*WORK ORDER:* Return every line from the records below in which the word "canvas" is found.

#### AVAILABLE DATA ####

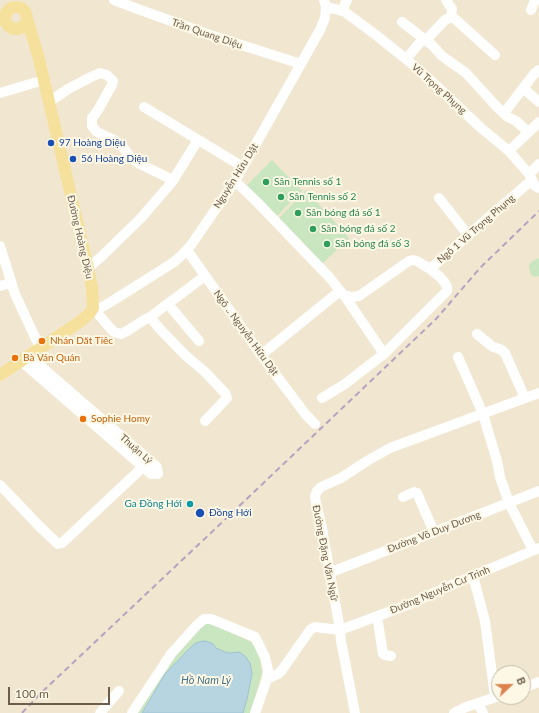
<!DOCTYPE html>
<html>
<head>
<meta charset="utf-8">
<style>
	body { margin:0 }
	#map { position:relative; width:539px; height:713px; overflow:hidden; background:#faf4e0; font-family:Lato,sans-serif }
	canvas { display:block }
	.north { position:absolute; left:491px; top:665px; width:40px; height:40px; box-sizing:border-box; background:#fdf8e6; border:1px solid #c4baa8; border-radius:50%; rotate:68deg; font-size:11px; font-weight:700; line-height:16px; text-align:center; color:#6e5c4a }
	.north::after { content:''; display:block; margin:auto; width:14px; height:18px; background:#dc824d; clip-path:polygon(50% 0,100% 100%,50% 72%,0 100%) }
	.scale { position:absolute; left:8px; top:687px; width:102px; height:18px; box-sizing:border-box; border:2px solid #6e5c4a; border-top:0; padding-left:5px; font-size:12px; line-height:14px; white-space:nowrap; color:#6e5c4a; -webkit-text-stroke:3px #fdf8e6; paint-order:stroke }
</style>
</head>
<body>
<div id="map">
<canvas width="539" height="713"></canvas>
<div class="north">B</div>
<div class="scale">100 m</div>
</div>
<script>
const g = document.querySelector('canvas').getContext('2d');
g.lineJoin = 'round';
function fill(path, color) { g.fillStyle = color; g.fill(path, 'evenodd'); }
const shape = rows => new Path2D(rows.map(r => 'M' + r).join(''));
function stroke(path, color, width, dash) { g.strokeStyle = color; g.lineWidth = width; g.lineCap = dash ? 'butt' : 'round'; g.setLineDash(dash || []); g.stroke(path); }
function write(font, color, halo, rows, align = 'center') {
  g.font = font + ' Lato,sans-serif'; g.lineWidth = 4; g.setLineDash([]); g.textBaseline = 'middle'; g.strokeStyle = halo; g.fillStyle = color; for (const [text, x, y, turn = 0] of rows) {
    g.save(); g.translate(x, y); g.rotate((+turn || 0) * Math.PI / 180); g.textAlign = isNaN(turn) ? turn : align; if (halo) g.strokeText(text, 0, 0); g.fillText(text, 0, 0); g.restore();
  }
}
fill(shape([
	[0,0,539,0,539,713,0,713],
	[499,673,523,673,523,697,499,697]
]), '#f1e6cf');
fill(shape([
	[272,160,302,191,275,218,245,187],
	[306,190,349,238,320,266,277,220],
	[539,258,539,276,536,277,531,275,529,268,529,265,531,262],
	[210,623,251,642,256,649,260,660,262,672,251,713,243,713,247,699,252,674,250,663,234,652,230,653,225,652,216,648,213,644,196,643,182,656,151,696,142,713,135,713,153,684,186,643,205,624]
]), '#cae6c0');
const water = shape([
	[203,641,209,642,213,644,216,648,225,652,230,653,239,652,245,656,250,663,252,674,247,699,243,713,142,713,165,674,190,648,196,643,203,641]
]);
fill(water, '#b7d5e1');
stroke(water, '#9ec2d2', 1);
stroke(shape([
	[114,0,135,8,210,35,301,64],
	[446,0,452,9,451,17],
	[326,7,335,9,345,12,376,35,406,59,428,78,481,128,509,151,529,174,535,186,539,188],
	[531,10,535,0],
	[342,11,347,0],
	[402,22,432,45,442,56,466,73,497,107,508,117,516,121,528,132],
	[426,40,445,20,451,17,455,19,495,55],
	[406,59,423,39],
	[523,88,539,102],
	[0,93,44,80],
	[49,102,68,89,91,77,100,73,107,75,113,81,112,85,98,110,92,118,92,126,97,132,116,141,122,146,131,158,140,164,173,180],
	[144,107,243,167],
	[504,113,534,74,539,70],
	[509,151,539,122],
	[529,174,539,164],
	[235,181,256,201,330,278,341,292],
	[439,198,468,235],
	[0,246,15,294,40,348],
	[187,250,261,355,306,415,315,424],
	[88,268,101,257,141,218,172,182,198,140],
	[430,269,498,209,532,180],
	[0,286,11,283],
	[344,295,384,354],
	[168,304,199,341],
	[93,308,102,307,109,303,152,276,174,262,184,253,191,245,235,181,320,30,325,18,326,7,324,0],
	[93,308,111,329,114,332,121,334,127,331,144,320,150,317,205,276],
	[150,317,159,328,185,355,204,371,225,393,227,398,205,421],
	[477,334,493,347,500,349,505,353,525,398],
	[261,355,335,295,341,292,344,295,351,297,359,296,409,261,413,260,417,261,430,269,440,277,445,283,447,287,447,291,385,353,345,384,322,398],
	[458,357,483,414,497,461,500,477,509,503,533,550],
	[21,361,143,467,151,474,158,474,157,467,29,356],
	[0,485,39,526,58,544,62,543,143,467],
	[403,497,414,492,417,493,434,532],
	[329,573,539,491],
	[473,576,485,621,495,697],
	[377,616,383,654,385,655,391,656],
	[267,679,278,674,282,670,310,630,313,628,315,627,340,630,410,604,442,589,539,548],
	[523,688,539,682],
	[478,703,483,713],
	[100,713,119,691],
	[132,713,171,654,196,626,204,619,211,619,255,637,265,657,268,670,267,679,255,713],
	[355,713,341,641,340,630,322,528,316,503,315,496,317,491,321,487,341,478,367,461,390,448,539,393],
	[454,713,466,707,499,696]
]), '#fff', 10);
stroke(shape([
	'5 18a11 11 0 1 1 22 0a11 11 0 1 1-22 0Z',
	[0,375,81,321,90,313,93,308,92,288,88,268,38,55,27,19]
]), '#f5e19c', 12);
stroke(shape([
	[22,713,42,692,214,530,436,319,480,268,539,211]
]), '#b7a1c1', 2, [6, 4]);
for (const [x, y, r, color] of [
	[51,143,4,"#1a4fb4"],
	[73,159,4,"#1a4fb4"],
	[266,182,4,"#2e9e5b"],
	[281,197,4,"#2e9e5b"],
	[298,213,4,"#2e9e5b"],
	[313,229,4,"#2e9e5b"],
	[327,244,4,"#2e9e5b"],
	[42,341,4,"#e8710a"],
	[15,358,4,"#e8710a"],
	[83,419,4,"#e8710a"],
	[190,504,4,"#0f9aa8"],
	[200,513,5,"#1a4fb4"]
]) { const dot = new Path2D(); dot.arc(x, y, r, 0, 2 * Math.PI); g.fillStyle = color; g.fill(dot); stroke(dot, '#fdf8e6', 1.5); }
write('10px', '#6e5c4a', '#fdf8e6', [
	["Trần Quang Diệu",207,34,19],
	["Vũ Trọng Phụng",439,89,42],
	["Nguyễn Hữu Dật",236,176,-58],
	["Ngõ 1 Vũ Trọng Phụng",476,229,-41],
	["Đường Hoàng Diệu",80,237,77],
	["Ngõ .. Nguyễn Hữu Dật",246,333,54],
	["Thuận Lý",136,449,41],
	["Đường Võ Duy Dương",434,532,-21],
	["Đường Đặng Văn Ngữ",325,553,79],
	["Đường Nguyễn Cư Trinh",440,590,-23]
]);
write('10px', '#164399', '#fdf8e6', [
	["97 Hoàng Diệu",59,143],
	["56 Hoàng Diệu",81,159],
	["Đồng Hới",209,513]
], 'left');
write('10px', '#27864d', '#fdf8e6', [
	["Sân Tennis số 1",274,182],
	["Sân Tennis số 2",289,197],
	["Sân bóng đá số 1",306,213],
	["Sân bóng đá số 2",321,229],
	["Sân bóng đá số 3",335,244]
], 'left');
write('10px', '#c56008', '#fdf8e6', [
	["Nhán Dăt Tiêc",50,341],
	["Bà Ván Quán",23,358],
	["Sophie Homy",91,419]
], 'left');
write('10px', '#0d838f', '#fdf8e6', [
	["Ga Đồng Hới",182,504]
], 'right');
write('italic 11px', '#497487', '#fdf8e6', [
	["Hồ Nam Lý",206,680]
]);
</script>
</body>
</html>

####

*TASK RESPONSE:*
	canvas { display:block }
<canvas width="539" height="713"></canvas>
const g = document.querySelector('canvas').getContext('2d');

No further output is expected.